* Work to be completed: Write out the entries below exactly. End with the line that contains "solid #fff;border-radius:50%;background:#1a73e8;box-shadow:0 0".

━━ Records shown

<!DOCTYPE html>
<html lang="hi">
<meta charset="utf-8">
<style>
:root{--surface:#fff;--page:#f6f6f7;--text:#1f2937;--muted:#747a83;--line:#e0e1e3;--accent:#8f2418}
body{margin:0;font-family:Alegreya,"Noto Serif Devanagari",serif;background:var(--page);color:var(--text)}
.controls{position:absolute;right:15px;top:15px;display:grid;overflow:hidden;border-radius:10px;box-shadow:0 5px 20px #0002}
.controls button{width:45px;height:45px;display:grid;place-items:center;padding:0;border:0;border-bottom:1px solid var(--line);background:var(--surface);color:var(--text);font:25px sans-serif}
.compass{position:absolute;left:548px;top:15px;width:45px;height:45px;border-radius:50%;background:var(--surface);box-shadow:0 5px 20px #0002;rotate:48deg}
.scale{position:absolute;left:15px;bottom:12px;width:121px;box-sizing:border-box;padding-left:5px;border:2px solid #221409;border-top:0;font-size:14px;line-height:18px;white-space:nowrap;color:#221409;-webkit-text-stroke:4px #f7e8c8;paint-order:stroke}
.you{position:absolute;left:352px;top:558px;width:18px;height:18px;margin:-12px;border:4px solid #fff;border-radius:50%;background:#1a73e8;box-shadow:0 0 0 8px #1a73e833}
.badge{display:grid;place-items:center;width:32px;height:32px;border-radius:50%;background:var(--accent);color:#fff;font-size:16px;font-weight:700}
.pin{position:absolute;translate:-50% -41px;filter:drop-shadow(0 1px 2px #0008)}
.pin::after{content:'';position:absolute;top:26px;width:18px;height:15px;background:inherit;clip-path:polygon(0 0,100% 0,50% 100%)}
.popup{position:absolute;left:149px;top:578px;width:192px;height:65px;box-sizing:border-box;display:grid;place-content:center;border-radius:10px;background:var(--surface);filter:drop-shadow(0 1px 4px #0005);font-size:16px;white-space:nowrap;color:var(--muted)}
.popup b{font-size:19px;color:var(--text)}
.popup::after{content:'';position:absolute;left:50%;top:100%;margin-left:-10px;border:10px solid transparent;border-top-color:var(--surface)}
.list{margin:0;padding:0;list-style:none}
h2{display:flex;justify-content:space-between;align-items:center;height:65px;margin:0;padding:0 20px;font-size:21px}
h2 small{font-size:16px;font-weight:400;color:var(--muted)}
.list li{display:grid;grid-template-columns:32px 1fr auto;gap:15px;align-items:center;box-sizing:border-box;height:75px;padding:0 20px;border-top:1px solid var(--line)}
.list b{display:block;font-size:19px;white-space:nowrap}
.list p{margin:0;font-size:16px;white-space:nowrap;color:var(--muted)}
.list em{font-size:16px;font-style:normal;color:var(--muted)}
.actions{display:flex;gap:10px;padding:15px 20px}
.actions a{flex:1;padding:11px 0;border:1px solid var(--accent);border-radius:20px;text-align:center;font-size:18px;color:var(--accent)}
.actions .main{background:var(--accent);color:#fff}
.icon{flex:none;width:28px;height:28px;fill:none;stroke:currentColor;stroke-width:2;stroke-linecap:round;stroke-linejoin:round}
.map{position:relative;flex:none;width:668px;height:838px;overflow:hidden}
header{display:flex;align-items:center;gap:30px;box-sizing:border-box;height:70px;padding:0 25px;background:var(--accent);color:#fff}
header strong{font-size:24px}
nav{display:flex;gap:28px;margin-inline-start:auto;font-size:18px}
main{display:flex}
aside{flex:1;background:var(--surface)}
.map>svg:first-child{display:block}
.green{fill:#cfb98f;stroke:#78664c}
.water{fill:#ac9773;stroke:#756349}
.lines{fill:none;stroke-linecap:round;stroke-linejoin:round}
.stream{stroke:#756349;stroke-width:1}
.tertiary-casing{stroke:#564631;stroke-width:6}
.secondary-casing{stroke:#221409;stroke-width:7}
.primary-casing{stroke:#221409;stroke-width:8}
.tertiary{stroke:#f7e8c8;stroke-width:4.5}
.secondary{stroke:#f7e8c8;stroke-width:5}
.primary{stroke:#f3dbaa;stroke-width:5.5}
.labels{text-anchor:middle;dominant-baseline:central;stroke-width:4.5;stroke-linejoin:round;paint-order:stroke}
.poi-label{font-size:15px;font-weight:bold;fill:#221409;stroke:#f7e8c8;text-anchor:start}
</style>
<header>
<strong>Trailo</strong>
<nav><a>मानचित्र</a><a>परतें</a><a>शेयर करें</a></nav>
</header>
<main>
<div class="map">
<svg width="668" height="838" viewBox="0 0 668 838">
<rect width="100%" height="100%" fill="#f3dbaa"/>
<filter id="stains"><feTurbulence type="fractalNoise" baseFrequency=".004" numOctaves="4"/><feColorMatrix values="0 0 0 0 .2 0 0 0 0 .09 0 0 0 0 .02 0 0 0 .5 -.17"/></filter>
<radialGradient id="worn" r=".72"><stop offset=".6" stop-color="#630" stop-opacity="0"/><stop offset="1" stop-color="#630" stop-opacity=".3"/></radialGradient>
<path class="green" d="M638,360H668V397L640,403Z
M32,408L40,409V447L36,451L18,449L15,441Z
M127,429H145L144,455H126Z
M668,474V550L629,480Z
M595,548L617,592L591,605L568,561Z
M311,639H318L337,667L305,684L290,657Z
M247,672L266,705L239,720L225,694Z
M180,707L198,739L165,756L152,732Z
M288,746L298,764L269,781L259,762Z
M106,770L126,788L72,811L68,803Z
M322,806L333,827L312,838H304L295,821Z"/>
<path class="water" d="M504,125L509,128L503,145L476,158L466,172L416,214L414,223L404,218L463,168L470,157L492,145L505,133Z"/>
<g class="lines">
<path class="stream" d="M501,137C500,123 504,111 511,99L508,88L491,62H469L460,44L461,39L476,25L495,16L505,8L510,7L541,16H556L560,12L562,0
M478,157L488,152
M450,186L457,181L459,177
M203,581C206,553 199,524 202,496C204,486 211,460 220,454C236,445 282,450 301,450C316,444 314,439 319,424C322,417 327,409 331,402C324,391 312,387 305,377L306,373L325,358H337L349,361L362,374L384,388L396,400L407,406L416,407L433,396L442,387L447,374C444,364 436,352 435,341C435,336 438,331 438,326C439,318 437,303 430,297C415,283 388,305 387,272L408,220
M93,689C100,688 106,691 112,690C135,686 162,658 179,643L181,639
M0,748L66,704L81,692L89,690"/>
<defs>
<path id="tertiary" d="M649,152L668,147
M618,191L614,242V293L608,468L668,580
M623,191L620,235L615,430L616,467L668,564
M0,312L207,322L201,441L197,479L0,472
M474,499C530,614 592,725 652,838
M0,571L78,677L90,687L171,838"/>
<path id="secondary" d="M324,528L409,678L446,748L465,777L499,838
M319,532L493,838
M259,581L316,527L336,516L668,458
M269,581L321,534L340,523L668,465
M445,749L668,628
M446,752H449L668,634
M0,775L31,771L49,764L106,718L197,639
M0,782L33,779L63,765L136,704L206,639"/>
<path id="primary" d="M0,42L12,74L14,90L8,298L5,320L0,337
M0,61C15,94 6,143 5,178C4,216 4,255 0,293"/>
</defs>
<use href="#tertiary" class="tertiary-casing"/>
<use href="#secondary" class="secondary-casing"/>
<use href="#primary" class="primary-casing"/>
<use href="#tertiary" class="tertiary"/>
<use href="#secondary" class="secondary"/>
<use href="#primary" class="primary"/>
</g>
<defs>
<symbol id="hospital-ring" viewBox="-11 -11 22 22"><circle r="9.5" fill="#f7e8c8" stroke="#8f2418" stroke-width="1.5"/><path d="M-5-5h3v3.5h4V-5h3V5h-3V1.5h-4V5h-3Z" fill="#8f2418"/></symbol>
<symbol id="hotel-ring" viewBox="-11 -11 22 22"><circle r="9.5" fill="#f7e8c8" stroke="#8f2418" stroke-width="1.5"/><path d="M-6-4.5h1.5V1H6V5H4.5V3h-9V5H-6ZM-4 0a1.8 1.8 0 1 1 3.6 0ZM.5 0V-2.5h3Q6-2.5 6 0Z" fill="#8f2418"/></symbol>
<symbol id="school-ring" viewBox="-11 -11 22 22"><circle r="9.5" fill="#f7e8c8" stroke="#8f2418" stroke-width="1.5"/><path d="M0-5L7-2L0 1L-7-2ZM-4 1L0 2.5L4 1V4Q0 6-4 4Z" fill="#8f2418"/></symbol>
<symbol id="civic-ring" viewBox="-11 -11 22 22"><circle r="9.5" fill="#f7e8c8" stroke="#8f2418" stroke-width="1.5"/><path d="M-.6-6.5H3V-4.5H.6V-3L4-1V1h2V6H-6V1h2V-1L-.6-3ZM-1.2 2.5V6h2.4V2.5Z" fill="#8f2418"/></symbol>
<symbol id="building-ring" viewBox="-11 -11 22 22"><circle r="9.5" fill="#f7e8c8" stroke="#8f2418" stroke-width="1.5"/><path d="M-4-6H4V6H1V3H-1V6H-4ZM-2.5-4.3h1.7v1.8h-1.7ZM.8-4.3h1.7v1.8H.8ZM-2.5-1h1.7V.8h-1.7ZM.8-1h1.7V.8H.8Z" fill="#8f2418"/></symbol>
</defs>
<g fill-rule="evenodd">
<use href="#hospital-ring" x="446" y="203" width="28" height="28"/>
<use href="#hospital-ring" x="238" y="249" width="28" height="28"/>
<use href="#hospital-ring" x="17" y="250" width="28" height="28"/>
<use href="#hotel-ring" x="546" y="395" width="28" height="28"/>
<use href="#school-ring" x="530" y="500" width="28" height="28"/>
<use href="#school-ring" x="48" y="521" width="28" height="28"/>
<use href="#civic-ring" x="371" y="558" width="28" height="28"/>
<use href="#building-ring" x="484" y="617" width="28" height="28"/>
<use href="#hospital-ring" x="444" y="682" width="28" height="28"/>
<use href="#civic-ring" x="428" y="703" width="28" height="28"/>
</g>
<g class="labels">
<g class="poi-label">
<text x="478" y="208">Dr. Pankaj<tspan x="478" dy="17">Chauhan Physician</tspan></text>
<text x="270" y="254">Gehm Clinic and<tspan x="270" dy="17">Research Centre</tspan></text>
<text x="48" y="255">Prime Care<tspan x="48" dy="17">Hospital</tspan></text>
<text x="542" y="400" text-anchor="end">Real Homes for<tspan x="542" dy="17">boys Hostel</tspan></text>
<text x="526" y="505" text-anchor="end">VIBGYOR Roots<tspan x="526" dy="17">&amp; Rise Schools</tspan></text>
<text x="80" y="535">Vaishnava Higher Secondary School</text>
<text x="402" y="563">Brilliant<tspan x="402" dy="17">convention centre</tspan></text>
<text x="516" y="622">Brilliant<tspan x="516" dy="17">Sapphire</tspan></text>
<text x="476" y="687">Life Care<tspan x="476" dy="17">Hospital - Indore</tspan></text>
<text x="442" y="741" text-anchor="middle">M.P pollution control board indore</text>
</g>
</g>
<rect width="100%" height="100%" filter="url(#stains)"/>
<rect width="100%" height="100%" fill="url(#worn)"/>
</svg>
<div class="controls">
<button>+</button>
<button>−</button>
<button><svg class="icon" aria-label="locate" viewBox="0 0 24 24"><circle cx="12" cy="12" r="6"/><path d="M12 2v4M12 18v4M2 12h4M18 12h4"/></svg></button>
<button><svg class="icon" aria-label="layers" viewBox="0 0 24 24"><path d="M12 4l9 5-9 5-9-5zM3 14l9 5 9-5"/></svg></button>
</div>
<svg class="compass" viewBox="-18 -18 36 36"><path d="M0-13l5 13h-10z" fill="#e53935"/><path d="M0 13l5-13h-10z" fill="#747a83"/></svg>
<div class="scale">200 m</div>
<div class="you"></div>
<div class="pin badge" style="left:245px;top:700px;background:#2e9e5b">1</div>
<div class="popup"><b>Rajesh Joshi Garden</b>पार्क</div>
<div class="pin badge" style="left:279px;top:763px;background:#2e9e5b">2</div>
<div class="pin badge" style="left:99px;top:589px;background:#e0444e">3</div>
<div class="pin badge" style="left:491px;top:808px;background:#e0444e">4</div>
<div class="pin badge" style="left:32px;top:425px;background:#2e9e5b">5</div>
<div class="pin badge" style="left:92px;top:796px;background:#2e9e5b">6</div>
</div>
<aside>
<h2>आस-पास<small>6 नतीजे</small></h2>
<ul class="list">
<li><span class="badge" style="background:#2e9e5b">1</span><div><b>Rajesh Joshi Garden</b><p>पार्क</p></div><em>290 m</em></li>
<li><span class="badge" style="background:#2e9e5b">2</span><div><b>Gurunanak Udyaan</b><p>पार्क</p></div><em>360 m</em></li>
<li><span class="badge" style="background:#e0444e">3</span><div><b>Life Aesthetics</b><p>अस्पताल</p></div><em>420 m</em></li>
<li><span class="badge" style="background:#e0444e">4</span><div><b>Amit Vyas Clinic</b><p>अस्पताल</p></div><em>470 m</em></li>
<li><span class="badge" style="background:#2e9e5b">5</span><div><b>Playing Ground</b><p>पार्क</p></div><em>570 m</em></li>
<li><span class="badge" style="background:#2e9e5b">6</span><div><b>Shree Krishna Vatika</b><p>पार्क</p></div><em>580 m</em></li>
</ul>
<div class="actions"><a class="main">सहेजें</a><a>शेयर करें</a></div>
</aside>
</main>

━━━━

* Written solution:
<!DOCTYPE html>
<html lang="hi">
<meta charset="utf-8">
<style>
:root{--surface:#fff;--page:#f6f6f7;--text:#1f2937;--muted:#747a83;--line:#e0e1e3;--accent:#8f2418}
body{margin:0;font-family:Alegreya,"Noto Serif Devanagari",serif;background:var(--page);color:var(--text)}
.controls{position:absolute;right:15px;top:15px;display:grid;overflow:hidden;border-radius:10px;box-shadow:0 5px 20px #0002}
.controls button{width:45px;height:45px;display:grid;place-items:center;padding:0;border:0;border-bottom:1px solid var(--line);background:var(--surface);color:var(--text);font:25px sans-serif}
.compass{position:absolute;left:548px;top:15px;width:45px;height:45px;border-radius:50%;background:var(--surface);box-shadow:0 5px 20px #0002;rotate:48deg}
.scale{position:absolute;left:15px;bottom:12px;width:121px;box-sizing:border-box;padding-left:5px;border:2px solid #221409;border-top:0;font-size:14px;line-height:18px;white-space:nowrap;color:#221409;-webkit-text-stroke:4px #f7e8c8;paint-order:stroke}
.you{position:absolute;left:352px;top:558px;width:18px;height:18px;margin:-12px;border:4px solid #fff;border-radius:50%;background:#1a73e8;box-shadow:0 0 0 8px #1a73e833}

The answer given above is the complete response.